▶ [TASK INSTRUCTIONS]
Find each line in the records below that contains the word "body", and copy it out.
----
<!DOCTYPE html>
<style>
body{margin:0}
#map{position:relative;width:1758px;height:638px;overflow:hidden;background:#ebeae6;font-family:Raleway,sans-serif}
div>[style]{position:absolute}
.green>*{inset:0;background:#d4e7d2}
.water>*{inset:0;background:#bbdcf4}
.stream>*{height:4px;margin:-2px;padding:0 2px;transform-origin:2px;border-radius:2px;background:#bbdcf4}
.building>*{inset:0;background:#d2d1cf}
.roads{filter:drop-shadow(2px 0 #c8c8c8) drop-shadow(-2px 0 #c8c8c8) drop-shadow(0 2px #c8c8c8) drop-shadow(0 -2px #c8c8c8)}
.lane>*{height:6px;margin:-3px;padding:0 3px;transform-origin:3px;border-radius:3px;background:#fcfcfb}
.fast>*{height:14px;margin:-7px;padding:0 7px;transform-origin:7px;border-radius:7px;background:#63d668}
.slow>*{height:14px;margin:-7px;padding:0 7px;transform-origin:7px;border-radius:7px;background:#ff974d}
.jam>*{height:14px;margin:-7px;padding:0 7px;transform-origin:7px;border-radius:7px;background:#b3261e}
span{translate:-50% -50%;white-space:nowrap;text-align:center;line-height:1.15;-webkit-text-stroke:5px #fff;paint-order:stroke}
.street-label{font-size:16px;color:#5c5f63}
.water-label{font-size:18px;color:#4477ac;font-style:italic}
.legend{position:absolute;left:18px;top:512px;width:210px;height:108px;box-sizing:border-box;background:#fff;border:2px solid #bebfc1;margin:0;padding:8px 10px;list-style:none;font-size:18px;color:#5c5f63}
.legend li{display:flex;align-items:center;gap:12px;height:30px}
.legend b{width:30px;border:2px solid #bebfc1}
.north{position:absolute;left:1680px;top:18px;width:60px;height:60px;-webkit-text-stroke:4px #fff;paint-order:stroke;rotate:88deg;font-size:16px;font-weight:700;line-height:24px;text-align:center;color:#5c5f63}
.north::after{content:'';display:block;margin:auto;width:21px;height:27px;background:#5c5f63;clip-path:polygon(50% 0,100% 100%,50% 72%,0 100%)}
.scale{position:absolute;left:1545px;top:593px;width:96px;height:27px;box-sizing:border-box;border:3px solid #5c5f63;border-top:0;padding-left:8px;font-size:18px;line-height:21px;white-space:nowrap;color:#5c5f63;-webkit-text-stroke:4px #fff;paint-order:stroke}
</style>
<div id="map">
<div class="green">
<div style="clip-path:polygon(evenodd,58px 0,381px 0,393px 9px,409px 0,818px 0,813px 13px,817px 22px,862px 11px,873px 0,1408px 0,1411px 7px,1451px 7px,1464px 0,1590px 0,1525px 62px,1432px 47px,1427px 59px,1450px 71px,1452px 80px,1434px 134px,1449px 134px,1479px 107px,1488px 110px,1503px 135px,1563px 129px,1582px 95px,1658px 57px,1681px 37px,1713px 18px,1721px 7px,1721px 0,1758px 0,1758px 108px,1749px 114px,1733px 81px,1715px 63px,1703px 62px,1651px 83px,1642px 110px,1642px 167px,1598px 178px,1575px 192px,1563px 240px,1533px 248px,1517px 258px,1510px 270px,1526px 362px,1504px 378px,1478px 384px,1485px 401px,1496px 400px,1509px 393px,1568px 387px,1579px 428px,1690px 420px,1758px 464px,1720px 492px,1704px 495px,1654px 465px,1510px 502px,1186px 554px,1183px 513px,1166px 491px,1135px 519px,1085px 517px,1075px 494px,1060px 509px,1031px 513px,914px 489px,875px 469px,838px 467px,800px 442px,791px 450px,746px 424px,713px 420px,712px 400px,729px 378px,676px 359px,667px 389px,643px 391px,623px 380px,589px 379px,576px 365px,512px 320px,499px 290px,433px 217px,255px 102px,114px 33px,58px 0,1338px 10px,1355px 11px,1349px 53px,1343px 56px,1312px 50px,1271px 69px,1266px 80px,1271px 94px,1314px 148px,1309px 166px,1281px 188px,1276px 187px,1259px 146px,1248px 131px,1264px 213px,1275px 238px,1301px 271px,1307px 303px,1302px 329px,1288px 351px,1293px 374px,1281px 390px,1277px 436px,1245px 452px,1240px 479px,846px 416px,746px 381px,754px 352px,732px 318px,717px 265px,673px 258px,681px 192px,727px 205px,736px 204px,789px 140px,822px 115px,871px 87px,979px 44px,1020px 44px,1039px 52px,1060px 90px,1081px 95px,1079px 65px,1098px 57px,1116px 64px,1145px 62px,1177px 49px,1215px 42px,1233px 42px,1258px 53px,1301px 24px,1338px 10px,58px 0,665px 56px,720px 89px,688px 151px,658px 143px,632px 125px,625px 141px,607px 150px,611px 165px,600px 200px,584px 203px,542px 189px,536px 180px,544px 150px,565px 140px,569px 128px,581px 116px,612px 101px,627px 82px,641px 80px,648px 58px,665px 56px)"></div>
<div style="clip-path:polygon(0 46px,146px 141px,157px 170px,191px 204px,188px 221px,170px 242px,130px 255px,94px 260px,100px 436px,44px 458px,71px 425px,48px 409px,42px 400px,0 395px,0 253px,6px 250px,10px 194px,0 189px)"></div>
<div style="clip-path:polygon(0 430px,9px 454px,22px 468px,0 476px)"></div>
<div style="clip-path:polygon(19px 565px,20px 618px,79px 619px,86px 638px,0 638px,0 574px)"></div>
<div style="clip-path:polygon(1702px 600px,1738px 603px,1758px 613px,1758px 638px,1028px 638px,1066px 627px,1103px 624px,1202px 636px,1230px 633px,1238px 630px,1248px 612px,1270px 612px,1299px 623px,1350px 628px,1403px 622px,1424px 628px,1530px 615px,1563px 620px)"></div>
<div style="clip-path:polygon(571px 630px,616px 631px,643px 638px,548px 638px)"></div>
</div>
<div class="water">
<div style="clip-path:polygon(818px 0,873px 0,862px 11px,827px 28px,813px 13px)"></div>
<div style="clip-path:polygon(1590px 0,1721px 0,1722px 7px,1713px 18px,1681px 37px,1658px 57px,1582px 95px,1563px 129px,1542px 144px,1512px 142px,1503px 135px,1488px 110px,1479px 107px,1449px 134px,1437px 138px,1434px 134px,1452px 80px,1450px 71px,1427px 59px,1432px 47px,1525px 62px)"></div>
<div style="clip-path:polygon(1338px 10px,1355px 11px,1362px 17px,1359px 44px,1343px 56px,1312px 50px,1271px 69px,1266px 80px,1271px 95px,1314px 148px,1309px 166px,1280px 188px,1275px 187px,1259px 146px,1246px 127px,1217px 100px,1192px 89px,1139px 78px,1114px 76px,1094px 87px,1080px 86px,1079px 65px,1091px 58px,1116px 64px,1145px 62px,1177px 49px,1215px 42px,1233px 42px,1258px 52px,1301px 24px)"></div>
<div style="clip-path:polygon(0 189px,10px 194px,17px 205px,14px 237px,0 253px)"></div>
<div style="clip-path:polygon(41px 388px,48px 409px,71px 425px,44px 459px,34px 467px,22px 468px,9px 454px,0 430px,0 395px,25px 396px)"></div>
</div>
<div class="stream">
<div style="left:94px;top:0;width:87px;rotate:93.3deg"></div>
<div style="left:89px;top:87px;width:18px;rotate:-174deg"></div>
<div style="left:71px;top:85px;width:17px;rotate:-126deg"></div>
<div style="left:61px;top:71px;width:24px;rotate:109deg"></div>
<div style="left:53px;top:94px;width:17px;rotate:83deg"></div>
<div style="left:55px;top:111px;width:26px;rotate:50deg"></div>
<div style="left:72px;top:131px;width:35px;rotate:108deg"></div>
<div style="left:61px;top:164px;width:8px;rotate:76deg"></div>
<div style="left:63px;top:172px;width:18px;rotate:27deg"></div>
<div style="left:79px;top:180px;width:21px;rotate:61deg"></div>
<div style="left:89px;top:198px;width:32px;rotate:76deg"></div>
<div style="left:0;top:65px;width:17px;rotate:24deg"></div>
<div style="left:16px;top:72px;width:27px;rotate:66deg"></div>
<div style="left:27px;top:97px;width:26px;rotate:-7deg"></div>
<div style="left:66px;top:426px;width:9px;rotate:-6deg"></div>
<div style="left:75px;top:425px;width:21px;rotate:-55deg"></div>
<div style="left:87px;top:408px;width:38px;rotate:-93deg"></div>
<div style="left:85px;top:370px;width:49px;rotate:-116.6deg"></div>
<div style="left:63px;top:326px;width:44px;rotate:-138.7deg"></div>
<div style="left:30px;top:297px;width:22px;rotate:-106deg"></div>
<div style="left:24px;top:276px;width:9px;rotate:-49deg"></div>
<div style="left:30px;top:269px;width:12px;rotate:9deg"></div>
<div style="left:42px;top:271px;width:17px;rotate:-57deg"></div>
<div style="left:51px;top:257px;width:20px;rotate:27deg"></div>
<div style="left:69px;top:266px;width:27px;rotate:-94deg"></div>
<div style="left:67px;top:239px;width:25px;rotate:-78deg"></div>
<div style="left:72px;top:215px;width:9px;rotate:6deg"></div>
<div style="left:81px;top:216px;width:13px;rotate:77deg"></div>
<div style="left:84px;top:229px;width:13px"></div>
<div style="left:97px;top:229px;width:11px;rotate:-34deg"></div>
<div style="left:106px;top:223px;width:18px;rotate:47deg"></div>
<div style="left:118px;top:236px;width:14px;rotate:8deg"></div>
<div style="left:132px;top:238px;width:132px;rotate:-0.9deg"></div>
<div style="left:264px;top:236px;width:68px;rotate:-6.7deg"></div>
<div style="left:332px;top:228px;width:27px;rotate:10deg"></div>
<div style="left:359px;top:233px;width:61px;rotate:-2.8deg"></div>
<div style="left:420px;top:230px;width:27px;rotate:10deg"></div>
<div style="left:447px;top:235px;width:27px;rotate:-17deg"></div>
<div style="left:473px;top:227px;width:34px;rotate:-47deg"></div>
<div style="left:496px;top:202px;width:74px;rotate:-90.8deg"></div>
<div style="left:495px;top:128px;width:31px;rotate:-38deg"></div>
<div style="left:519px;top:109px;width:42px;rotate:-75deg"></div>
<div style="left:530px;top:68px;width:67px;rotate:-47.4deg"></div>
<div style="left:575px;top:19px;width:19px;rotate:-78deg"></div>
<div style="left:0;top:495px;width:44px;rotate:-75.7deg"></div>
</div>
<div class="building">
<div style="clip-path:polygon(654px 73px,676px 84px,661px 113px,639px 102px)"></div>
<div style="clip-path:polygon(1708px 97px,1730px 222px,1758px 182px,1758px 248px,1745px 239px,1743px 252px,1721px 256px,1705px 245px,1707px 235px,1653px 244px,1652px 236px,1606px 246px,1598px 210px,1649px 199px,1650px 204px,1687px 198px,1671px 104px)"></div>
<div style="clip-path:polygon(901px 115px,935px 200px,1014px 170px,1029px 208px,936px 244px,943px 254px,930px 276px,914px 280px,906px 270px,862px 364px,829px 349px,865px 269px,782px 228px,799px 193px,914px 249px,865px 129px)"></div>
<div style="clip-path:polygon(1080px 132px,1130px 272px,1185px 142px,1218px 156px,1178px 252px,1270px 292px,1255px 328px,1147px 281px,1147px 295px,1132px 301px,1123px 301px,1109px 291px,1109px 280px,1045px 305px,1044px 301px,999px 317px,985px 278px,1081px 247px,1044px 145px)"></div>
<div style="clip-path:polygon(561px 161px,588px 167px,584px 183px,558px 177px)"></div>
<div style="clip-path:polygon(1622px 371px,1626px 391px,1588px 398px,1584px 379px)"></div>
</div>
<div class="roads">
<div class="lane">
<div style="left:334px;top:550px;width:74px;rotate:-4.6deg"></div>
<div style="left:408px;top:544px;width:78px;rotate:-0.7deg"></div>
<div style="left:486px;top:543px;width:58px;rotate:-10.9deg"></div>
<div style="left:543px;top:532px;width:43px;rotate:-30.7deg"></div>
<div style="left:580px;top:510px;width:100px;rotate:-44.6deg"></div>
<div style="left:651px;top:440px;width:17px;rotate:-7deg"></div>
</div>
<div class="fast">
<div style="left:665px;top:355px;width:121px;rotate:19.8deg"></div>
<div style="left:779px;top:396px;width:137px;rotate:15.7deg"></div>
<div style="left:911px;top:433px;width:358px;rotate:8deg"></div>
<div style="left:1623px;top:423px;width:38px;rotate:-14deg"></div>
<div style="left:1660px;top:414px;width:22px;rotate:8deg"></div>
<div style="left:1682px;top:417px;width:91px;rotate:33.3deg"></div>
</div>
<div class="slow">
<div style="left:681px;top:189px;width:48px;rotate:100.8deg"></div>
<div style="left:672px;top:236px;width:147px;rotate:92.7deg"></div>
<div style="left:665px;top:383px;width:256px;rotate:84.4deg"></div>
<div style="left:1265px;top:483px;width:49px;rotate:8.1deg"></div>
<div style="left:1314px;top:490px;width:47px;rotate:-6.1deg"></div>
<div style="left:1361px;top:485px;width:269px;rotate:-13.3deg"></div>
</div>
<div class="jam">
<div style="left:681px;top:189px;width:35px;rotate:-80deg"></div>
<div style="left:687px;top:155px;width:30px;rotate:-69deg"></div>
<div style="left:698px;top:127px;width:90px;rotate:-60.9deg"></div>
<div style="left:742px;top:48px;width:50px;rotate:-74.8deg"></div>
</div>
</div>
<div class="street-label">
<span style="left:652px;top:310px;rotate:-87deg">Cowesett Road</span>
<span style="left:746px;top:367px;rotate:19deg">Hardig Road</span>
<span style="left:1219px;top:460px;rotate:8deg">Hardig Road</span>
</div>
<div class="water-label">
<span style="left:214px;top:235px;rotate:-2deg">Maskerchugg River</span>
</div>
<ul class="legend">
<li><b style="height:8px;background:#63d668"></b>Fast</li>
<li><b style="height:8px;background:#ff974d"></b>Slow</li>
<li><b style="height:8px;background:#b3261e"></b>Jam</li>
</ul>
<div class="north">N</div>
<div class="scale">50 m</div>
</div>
----
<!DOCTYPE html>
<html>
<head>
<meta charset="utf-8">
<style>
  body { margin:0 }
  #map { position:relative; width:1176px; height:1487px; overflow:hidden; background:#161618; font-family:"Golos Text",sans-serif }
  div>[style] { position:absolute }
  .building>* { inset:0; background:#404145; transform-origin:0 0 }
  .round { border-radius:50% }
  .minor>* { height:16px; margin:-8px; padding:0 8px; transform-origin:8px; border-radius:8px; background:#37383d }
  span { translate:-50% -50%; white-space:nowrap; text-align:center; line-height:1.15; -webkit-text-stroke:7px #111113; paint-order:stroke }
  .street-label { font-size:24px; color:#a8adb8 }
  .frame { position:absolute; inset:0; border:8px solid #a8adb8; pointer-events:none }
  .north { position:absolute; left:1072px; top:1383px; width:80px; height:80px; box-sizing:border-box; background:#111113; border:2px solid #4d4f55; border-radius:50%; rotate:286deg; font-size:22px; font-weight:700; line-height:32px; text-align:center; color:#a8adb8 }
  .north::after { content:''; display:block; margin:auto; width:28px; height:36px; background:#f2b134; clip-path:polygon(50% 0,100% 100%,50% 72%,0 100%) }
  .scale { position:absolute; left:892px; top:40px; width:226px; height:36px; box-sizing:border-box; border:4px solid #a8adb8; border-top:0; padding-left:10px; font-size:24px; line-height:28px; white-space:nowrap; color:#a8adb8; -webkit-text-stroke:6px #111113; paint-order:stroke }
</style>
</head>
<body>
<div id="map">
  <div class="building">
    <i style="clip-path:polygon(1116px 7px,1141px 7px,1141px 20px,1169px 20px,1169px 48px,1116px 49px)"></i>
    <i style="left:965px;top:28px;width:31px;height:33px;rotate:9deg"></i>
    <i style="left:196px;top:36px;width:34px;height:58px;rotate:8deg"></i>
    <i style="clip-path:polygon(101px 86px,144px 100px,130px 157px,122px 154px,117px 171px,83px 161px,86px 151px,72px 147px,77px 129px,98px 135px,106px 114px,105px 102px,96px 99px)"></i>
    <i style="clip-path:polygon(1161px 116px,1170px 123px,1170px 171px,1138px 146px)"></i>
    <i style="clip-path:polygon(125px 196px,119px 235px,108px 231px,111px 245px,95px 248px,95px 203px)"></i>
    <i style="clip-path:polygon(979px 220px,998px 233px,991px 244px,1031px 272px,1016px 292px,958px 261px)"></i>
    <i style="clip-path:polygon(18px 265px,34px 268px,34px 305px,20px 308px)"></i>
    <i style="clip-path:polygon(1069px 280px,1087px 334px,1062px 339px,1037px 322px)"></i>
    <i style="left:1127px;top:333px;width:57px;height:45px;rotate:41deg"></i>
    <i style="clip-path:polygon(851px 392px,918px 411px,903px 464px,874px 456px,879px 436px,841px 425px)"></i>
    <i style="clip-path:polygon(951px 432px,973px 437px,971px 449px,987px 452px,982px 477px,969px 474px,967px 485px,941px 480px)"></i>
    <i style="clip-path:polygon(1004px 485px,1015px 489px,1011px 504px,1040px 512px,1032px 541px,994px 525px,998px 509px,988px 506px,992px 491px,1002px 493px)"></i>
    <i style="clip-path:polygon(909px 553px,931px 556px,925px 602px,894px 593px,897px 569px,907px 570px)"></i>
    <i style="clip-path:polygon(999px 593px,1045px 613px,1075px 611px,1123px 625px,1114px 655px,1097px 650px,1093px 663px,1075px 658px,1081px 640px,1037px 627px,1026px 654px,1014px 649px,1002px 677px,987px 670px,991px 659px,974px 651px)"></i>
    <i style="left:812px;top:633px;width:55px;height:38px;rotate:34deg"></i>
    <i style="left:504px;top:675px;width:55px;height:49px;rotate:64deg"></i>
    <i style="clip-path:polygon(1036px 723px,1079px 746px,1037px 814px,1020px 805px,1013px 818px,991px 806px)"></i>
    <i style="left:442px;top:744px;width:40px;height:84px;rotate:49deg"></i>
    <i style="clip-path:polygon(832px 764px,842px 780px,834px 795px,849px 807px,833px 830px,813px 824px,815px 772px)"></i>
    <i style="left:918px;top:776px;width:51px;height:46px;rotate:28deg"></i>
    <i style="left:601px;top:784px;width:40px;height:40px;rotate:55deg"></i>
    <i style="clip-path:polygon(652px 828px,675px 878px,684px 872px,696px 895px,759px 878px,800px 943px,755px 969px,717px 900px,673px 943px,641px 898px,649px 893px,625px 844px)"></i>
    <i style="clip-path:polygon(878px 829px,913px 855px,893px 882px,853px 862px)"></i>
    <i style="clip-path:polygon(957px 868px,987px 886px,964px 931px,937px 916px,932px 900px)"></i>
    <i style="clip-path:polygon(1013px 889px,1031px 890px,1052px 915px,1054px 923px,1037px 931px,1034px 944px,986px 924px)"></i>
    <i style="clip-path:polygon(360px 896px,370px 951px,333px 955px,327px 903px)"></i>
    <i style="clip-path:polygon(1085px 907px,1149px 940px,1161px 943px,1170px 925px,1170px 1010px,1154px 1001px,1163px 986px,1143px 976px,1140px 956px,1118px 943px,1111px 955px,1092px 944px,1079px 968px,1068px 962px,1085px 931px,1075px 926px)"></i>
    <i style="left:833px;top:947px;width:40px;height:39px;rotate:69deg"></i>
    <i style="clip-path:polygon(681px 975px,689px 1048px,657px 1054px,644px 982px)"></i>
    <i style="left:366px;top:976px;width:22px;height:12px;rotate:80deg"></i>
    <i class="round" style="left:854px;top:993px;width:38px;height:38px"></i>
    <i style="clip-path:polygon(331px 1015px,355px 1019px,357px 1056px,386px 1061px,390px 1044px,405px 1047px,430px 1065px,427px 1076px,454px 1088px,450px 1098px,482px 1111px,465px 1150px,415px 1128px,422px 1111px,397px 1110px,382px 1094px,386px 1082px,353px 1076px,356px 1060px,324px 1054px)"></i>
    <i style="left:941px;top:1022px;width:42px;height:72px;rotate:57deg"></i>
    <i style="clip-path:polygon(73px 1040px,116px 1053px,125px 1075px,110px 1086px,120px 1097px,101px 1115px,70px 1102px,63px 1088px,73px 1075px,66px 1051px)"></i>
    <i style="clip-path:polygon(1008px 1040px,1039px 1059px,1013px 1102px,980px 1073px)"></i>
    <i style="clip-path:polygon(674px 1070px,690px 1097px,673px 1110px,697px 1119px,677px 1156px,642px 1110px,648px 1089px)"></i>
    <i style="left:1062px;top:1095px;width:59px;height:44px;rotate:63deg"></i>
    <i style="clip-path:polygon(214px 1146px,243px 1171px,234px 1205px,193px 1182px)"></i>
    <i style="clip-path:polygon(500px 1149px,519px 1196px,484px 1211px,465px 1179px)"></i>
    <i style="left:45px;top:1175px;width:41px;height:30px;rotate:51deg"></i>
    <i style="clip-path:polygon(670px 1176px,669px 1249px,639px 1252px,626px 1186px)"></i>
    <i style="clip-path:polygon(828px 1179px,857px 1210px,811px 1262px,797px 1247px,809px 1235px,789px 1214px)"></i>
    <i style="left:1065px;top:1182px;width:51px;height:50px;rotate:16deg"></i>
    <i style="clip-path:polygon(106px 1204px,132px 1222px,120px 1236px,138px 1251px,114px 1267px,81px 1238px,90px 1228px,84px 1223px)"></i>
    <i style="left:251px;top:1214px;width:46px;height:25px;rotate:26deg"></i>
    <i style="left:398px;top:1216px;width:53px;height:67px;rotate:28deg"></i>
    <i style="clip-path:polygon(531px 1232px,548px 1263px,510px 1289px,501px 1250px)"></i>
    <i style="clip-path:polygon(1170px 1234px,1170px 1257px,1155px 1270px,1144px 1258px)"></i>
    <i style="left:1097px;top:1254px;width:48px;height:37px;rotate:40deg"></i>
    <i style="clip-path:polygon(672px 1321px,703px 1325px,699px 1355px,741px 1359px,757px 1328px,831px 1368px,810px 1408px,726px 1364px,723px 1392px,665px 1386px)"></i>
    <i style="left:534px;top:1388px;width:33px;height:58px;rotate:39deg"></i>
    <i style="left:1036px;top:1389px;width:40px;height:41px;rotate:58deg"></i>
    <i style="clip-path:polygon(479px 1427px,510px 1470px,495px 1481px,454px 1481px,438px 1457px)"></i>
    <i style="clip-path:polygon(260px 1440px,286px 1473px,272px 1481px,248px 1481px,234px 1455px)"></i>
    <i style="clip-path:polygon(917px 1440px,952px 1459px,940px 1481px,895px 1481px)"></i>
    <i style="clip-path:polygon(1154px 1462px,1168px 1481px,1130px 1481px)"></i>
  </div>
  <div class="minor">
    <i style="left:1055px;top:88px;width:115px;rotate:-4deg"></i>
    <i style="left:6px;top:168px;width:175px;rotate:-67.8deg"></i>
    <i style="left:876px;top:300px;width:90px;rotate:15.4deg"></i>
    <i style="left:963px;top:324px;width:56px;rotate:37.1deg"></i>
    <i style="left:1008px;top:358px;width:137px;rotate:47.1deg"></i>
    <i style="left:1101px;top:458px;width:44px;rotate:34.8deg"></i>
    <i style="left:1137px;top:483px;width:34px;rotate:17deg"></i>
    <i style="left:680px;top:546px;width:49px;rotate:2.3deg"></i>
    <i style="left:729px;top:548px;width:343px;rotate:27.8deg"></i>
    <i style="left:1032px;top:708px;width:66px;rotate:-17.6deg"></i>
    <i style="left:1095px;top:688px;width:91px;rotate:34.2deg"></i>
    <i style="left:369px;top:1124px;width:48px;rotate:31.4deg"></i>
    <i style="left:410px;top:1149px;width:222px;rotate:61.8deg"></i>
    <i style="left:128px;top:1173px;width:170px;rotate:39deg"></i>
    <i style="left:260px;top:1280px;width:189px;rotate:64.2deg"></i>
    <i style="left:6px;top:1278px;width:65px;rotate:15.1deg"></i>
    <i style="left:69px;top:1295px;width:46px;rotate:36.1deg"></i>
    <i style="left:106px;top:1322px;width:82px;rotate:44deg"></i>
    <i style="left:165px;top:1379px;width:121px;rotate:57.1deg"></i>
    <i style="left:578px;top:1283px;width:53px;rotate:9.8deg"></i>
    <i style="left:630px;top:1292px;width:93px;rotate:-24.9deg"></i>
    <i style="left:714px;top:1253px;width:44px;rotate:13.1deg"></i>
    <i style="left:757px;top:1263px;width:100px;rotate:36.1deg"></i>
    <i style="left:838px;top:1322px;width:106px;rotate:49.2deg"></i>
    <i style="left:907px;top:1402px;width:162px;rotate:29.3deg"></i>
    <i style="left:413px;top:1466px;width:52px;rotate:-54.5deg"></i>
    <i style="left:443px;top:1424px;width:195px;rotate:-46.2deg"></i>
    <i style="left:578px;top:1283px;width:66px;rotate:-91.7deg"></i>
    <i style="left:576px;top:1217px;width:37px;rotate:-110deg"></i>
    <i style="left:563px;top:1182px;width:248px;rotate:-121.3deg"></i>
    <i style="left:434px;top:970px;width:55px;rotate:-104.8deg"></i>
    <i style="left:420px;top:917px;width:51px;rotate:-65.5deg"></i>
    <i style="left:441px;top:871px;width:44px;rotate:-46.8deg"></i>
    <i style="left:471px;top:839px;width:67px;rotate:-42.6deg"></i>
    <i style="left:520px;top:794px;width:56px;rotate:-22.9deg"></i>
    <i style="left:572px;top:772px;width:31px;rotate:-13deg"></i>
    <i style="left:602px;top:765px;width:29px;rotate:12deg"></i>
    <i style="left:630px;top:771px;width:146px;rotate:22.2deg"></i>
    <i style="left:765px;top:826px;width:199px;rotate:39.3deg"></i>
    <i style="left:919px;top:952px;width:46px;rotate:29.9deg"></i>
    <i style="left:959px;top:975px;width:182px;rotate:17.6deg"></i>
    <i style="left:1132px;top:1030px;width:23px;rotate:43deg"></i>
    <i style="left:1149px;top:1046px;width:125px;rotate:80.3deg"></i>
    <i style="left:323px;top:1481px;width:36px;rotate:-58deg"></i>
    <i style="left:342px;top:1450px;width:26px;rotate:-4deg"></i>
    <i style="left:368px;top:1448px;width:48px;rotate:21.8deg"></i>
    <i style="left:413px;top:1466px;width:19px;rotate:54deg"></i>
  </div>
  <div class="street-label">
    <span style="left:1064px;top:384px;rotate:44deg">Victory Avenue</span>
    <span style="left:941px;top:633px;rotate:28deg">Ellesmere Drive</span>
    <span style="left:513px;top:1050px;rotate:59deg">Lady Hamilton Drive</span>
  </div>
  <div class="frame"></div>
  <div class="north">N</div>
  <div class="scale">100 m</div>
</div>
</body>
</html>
----
▶ [ANSWER BELOW]
body{margin:0}
  body { margin:0 }
<body>
</body>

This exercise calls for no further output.